Interesting subject and I would have been livid as well. The cinemas increased their ticket prices and ask for a small bag of popocorn € 6,00. ridiculous! Anyway if it would have happened to me, I would have requested to see their policies (the legal one on paper) and I have the sneaky suspicion that they wouldn't be able to present it to you, highlighting that food brought from home, is not permitted. It's certainly a good case to ask the Consumer Agency.


----------



## yob (4 Jul 2008)

Take the food element away from a cinema and the business can continue....take the food element away from a restaurant and you're left with a building.[/quote]


So are we back to bringing our own wine


----------



## rmelly (4 Jul 2008)

if you don't accept the smoking analogy, then i don't accept the 'bring your own wine' one...


----------



## galwegian44 (4 Jul 2008)

I think most people would accept that food and wine go hand in hand and complement each other, despite the fact that not everyone drinks wine (or beer).

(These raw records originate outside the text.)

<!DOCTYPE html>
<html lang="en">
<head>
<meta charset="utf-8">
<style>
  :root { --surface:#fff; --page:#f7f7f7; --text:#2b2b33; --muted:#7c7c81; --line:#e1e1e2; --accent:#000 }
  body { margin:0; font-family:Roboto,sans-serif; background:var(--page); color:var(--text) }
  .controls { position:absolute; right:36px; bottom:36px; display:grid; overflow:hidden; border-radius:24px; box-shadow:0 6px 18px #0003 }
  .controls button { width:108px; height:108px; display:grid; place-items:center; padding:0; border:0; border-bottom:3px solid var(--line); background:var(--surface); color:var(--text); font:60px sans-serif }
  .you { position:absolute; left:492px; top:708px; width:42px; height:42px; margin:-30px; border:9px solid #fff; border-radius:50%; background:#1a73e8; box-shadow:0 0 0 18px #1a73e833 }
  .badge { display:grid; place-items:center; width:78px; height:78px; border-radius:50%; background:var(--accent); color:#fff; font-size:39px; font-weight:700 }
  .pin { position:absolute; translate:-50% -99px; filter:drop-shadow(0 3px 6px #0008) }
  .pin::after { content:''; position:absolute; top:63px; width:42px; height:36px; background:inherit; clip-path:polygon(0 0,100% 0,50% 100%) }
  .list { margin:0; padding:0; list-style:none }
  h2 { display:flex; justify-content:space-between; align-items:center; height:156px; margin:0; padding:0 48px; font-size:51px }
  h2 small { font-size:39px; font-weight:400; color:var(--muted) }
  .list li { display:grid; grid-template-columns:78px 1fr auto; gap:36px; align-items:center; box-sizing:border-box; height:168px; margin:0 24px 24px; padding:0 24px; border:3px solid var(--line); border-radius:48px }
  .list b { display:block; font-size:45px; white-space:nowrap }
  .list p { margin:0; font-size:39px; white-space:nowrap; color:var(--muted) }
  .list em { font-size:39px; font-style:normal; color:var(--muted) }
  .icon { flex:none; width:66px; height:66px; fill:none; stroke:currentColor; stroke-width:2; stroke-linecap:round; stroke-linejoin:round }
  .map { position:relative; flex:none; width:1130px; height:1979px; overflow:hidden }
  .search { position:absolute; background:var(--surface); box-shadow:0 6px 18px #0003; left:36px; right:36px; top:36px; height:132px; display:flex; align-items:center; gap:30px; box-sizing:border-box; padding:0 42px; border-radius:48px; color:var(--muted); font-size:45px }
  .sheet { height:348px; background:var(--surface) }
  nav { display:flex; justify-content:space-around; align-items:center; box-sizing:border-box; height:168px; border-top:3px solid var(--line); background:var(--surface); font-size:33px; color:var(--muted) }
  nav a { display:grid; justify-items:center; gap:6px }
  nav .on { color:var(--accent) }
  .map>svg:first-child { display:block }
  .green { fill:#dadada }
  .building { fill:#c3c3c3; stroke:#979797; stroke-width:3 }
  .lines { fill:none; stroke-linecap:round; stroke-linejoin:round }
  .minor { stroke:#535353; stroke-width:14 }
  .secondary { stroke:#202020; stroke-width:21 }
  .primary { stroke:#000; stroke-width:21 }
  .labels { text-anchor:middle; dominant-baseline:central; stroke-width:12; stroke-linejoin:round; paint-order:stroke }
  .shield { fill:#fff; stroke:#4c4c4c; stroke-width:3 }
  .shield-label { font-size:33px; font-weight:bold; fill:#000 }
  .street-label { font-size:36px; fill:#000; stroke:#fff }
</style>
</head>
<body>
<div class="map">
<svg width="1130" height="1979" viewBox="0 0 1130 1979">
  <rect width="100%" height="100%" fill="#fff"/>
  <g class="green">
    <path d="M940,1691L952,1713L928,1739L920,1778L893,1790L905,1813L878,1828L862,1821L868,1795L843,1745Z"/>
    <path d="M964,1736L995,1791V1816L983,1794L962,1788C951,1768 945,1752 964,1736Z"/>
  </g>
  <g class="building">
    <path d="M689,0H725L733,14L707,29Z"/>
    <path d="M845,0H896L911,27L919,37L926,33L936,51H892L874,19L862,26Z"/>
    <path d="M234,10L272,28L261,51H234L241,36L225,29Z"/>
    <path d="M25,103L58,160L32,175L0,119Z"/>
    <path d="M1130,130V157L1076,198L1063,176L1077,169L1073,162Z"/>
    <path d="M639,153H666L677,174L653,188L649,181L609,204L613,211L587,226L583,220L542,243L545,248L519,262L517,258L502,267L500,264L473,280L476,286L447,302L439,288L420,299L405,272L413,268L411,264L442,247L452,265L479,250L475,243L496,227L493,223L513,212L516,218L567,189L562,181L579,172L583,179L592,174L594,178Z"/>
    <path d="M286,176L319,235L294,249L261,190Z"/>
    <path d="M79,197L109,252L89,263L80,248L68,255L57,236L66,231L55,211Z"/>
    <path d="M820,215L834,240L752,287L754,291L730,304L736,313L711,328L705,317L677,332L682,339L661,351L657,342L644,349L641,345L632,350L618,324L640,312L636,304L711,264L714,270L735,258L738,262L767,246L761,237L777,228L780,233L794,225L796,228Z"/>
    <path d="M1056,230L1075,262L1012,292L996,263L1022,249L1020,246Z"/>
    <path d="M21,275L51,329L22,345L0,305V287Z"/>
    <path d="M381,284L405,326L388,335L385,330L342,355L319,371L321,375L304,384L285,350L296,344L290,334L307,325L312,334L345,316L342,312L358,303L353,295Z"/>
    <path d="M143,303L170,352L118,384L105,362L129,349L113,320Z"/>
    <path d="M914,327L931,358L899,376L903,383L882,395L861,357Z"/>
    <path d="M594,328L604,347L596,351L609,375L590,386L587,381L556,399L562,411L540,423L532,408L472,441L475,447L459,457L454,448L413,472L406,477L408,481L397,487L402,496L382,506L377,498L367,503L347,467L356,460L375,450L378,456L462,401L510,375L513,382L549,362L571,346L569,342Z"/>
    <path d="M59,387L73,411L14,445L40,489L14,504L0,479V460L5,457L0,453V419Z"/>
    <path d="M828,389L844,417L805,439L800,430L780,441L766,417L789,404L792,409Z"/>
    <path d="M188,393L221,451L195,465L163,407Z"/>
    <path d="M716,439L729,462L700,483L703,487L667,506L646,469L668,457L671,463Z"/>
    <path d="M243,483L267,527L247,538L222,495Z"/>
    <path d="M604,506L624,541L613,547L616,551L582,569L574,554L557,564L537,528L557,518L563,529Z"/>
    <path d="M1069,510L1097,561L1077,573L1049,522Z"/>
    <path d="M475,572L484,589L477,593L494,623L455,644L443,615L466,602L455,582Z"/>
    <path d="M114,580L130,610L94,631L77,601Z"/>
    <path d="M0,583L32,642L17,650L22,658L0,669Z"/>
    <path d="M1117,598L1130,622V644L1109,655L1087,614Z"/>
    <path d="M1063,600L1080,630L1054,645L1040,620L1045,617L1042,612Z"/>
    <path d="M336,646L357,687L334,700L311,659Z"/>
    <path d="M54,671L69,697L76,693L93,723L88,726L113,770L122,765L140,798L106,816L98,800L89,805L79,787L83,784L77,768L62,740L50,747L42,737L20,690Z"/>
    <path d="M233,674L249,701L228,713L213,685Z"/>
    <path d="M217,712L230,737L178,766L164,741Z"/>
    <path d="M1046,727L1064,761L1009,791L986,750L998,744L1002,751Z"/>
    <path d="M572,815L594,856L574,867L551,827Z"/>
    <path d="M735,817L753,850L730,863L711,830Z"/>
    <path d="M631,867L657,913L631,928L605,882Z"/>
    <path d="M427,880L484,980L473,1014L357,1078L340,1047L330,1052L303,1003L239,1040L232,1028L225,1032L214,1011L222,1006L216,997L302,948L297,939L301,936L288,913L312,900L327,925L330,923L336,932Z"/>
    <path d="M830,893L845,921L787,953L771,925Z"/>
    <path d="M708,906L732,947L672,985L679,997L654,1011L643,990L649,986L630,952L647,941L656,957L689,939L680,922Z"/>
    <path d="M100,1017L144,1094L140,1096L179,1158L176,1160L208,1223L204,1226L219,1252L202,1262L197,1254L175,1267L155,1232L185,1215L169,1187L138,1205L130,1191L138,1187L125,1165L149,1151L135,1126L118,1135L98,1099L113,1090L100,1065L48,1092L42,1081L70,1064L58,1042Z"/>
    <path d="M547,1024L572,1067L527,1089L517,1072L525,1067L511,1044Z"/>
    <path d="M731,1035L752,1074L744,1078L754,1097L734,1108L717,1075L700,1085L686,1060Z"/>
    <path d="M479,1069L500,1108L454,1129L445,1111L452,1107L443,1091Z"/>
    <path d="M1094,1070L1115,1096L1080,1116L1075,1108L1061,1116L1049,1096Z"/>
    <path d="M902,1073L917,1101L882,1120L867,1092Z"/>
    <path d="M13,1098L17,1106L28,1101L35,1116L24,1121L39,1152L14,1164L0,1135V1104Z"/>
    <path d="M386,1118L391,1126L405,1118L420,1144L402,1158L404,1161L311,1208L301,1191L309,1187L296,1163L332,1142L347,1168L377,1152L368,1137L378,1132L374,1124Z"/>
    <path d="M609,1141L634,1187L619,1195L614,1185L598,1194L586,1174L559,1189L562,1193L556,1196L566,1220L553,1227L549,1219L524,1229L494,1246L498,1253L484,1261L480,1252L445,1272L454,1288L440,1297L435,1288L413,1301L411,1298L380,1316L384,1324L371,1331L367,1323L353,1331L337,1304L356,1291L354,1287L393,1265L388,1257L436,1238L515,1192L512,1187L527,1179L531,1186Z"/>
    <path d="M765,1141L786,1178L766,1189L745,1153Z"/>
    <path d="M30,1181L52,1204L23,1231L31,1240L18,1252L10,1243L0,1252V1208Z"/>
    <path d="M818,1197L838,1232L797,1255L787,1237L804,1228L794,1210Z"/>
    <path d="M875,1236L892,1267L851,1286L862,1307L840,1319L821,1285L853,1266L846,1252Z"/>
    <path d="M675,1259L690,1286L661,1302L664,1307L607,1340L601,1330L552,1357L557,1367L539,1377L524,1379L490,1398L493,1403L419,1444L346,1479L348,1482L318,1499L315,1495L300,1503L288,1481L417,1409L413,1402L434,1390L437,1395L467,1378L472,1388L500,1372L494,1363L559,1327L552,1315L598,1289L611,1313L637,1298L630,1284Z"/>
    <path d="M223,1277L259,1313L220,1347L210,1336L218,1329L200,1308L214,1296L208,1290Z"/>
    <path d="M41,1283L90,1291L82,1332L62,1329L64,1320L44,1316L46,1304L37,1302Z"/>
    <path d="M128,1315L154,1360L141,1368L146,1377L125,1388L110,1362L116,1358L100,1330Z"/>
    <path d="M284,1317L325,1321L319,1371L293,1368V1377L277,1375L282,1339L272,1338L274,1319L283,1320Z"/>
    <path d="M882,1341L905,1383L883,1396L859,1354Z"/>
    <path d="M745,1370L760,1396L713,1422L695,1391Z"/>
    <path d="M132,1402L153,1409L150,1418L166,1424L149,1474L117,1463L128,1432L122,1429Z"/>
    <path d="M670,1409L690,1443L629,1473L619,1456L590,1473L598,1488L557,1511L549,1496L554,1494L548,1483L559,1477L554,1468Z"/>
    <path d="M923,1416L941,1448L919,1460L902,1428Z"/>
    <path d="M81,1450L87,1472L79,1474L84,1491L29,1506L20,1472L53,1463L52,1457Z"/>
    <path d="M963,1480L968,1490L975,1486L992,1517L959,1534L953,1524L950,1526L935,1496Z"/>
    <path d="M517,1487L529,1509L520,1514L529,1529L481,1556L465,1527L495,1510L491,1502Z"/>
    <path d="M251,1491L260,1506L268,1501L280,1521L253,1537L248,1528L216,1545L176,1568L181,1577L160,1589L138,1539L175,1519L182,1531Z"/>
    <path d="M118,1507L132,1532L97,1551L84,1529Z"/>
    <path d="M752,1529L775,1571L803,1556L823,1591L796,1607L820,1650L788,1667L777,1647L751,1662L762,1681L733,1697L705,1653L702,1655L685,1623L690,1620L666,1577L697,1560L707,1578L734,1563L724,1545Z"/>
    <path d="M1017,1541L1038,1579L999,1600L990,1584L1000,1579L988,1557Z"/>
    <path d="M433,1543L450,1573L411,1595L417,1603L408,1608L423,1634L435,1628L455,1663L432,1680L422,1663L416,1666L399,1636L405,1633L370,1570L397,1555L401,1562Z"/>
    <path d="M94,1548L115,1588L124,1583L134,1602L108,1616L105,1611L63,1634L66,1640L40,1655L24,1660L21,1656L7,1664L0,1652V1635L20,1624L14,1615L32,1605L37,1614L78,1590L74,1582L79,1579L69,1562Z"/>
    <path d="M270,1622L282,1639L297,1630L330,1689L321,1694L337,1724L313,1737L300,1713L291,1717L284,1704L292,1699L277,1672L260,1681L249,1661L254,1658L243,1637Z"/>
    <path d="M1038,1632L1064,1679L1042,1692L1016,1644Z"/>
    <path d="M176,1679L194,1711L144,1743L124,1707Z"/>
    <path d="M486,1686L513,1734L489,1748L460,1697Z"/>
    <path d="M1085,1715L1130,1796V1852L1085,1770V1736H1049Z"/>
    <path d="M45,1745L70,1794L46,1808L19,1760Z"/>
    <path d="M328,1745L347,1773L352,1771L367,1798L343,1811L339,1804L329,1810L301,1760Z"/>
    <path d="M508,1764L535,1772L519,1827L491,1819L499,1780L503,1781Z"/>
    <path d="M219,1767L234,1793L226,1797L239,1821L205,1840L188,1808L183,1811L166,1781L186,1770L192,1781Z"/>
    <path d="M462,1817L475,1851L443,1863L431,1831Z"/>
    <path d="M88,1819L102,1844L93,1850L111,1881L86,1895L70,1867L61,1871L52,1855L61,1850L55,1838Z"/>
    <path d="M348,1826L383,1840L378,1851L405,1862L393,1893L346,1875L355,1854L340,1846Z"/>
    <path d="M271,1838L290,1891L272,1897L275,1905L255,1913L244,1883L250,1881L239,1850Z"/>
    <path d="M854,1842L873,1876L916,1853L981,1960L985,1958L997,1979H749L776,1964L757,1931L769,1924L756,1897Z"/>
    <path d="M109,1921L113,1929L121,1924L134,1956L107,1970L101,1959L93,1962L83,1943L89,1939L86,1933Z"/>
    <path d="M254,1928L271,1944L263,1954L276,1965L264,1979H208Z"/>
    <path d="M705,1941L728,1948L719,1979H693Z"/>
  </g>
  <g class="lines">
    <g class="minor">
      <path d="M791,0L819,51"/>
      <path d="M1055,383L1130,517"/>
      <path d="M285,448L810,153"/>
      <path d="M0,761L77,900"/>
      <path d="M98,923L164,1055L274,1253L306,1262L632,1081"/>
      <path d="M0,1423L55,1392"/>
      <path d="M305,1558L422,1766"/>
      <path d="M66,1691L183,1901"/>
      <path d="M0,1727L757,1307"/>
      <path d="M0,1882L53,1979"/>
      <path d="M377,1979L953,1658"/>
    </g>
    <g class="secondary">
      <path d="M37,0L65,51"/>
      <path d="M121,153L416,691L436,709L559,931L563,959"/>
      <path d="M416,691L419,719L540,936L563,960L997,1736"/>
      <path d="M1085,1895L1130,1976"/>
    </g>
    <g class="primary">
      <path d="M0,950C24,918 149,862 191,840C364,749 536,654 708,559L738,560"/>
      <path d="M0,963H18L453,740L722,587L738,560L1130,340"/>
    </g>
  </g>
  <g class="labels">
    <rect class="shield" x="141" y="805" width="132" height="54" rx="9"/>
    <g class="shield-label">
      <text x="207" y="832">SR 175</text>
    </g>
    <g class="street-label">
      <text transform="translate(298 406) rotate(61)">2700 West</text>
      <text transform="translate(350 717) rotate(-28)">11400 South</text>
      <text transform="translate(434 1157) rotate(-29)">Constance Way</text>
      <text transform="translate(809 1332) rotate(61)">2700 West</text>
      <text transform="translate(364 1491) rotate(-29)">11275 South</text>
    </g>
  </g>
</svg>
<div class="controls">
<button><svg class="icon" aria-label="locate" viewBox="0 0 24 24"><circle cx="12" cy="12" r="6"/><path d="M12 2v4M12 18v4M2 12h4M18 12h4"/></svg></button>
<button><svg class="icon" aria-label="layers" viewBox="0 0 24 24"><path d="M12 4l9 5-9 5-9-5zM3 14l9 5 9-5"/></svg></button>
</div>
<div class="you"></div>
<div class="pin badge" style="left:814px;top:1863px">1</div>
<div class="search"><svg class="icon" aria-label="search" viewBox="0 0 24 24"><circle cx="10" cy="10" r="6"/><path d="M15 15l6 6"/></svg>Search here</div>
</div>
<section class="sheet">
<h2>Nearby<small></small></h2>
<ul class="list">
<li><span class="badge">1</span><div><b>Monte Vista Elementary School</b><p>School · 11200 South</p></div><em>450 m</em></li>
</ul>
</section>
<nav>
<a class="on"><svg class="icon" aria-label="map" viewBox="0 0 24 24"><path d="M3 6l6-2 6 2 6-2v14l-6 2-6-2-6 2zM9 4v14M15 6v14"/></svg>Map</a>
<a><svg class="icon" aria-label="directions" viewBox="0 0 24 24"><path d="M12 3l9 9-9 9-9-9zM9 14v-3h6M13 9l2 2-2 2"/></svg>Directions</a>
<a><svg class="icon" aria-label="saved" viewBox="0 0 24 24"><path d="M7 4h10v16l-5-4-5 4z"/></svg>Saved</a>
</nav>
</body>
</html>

I don't see my cinema experience being devalued if I don't get my popcorn and drink....I watch more films/TV without food and drink than I do with.

Anyway, I guess my original question is still unanswered, do the cinemas have a legal right to stop you eating your own food in the cinema?

Thanks.



yob said:


> Take the food element away from a cinema and the business can continue....take the food element away from a restaurant and you're left with a building.


 

So are we back to bringing our own wine[/quote]


----------



## sandrat (4 Jul 2008)

didnt khans balti house in donnybrook used to have a bring your own wine policy? Many restaurants in new zealand have similar byo policies. Might be the way to go what with the recession and all!


----------



## Complainer (5 Jul 2008)

I'd imagine that the cinema would have to make sure the 'no outside food' rule is highlighted before any booking is made, even when booking online for the rule to be in any way effective.


----------



## SLS (5 Jul 2008)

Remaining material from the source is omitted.